Les familles de Beyrouth et son arrière-pays, qui s’étend jusqu’à Damas, autrefois petite province de la Grande Syrie (avant que les français eurent l’idée de créer deux pays distincts), ont émigré en Égypte au début du XIXe siècle, lorsque la Syrie était ravagée par la famine et l'Égypte était gouvernée par Mohammad Ali et commençait à se libérer de l'Empire Ottoman. Ils sont venus en masse au milieu du XIXe siècle, contribuant ainsi à la Renaissance égyptienne sous les Khédives et plus tard sous les derniers rois qui ont gouverné l'Égypte, avant le coup d’état de 1952.
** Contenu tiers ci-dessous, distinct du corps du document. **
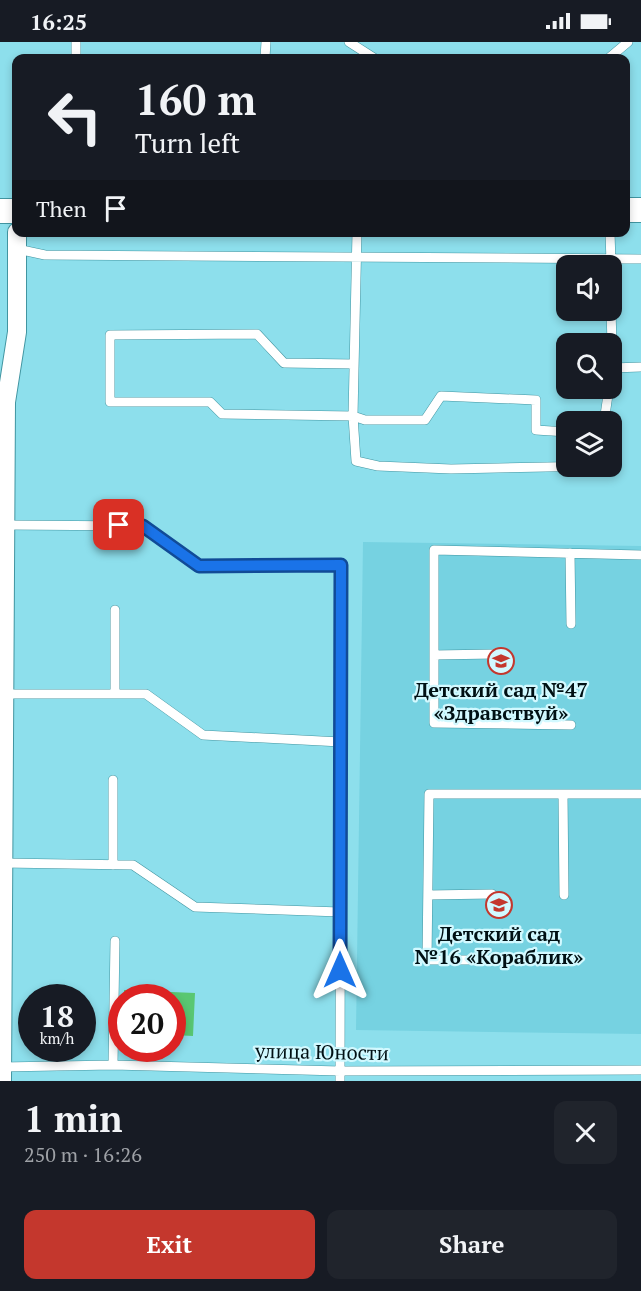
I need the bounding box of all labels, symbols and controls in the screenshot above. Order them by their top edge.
text: 16:25 [30,7,87,36]
text: 160 m [135,71,256,127]
icon: left [36,78,114,156]
text: Turn left [135,125,240,161]
icon: arrive [99,192,132,225]
text: Then [36,194,87,223]
map controls [556,255,622,477]
button: sound [556,255,622,321]
button: search [556,333,622,399]
button: layers [556,411,622,477]
pin [93,499,144,550]
icon: arrive [102,508,135,541]
school or university icon: Детский сад №47 «Здравствуй» [486,646,516,676]
place label: Детский сад №47 «Здравствуй» [414,676,588,726]
school or university icon: Детский сад №16 «Кораблик» [484,890,514,920]
place label: Детский сад №16 «Кораблик» [415,920,583,970]
position arrow [308,938,372,1002]
speed limit sign: 20 [108,984,186,1062]
text: 18 [40,996,74,1036]
text: km/h [40,1028,74,1048]
street label: улица Юности [254,1037,389,1066]
text: 1 min [24,1095,122,1142]
button: close [554,1101,617,1164]
text: 250 m · 16:26 [24,1141,142,1168]
button: Exit [24,1210,315,1279]
button: Share [327,1210,617,1279]

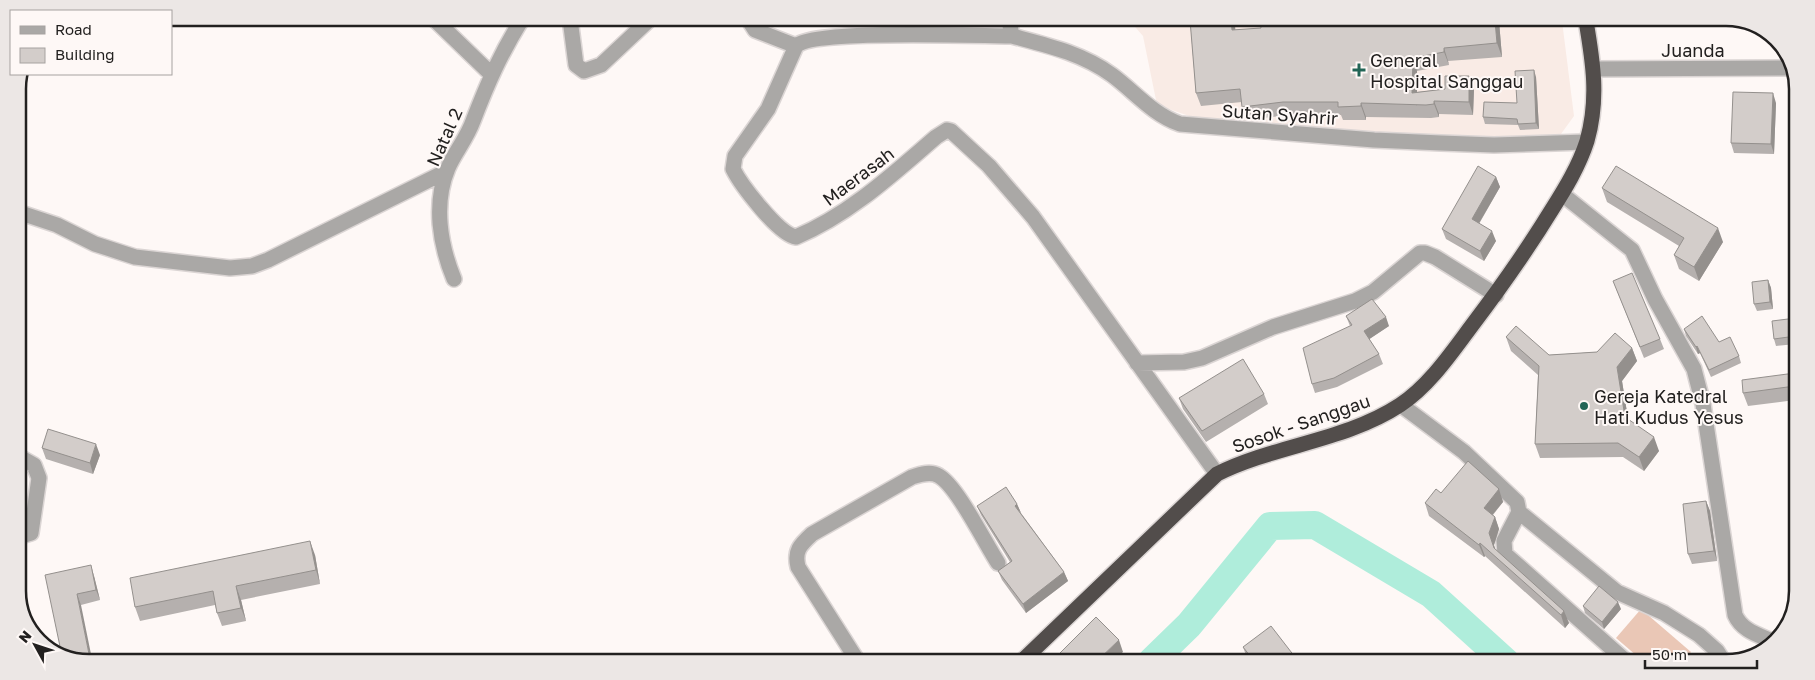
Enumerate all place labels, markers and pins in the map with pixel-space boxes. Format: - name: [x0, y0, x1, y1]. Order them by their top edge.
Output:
- place label: General Hospital Sanggau: [1370, 49, 1524, 92]
- marker: General Hospital Sanggau: [1352, 63, 1366, 77]
- place label: Gereja Katedral Hati Kudus Yesus: [1594, 385, 1744, 428]
- marker: Gereja Katedral Hati Kudus Yesus: [1578, 400, 1590, 412]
Ce qui a attiré ces familles, dénommées «shawam» ou «gens du Mont-Liban» par les Égyptiens, qui ne faisaient aucune distinction entre Libanais, Syriens et Palestiniens ; c’était la possibilité de faire fortune. Pour beaucoup d'entre eux qui étaient nantis et instruits (dans de nombreux cas par des missionnaires européens et américains), l’Egypte offrait des opportunités qui n'existaient pas en ce temps-là au Liban. De la construction du canal de Suez à la création du centre-ville moderne du Caire, les dirigeants de l'Égypte ont entamé une frénésie de dépenses qui a attiré les migrants à travers le monde.
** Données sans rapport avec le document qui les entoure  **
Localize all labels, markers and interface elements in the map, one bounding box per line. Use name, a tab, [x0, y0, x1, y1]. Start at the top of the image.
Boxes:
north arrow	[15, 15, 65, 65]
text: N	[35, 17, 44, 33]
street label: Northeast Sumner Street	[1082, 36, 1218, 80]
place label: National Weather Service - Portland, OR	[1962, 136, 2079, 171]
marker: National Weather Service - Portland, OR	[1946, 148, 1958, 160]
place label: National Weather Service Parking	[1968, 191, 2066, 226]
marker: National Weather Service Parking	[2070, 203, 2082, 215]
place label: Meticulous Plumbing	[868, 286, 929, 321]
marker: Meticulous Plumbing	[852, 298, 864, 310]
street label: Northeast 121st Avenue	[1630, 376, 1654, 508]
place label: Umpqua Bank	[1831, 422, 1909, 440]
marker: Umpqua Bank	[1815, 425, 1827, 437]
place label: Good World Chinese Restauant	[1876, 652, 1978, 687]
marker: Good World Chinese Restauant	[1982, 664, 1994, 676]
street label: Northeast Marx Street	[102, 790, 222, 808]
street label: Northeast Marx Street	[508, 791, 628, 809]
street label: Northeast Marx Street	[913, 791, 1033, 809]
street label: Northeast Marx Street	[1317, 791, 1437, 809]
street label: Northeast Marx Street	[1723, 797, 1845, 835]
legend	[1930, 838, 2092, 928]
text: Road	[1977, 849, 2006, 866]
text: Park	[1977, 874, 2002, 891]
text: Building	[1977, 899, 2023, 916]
Parmi eux se trouvaient quelques-uns des plus grands noms du Liban ; des familles comme les Nahas, les Sednaoui, les Mitre, les Khouri, les Zidane, les Tueini, les Gemayel, les Chiniara et bien d'autres. En raison de ce contexte, les Égyptiens conservent aujourd'hui une perception des Libanais comme étant plus occidentalisés, sophistiqués et très doués ; même trop doués, murmurent d’aucuns à voix basse lorsqu’il s’agit du monde des affaires.
Tout au long du XXe siècle, les égyptiens d’origines libanaises présents dans toutes les couches de la société égyptienne, ont dominé le monde de la culture.
En 1881, deux frères libanais, Sélim et Bechara Takla ont fondé le quotidien le plus prestigieux d'Égypte, Al-Ahram (Les Pyramides).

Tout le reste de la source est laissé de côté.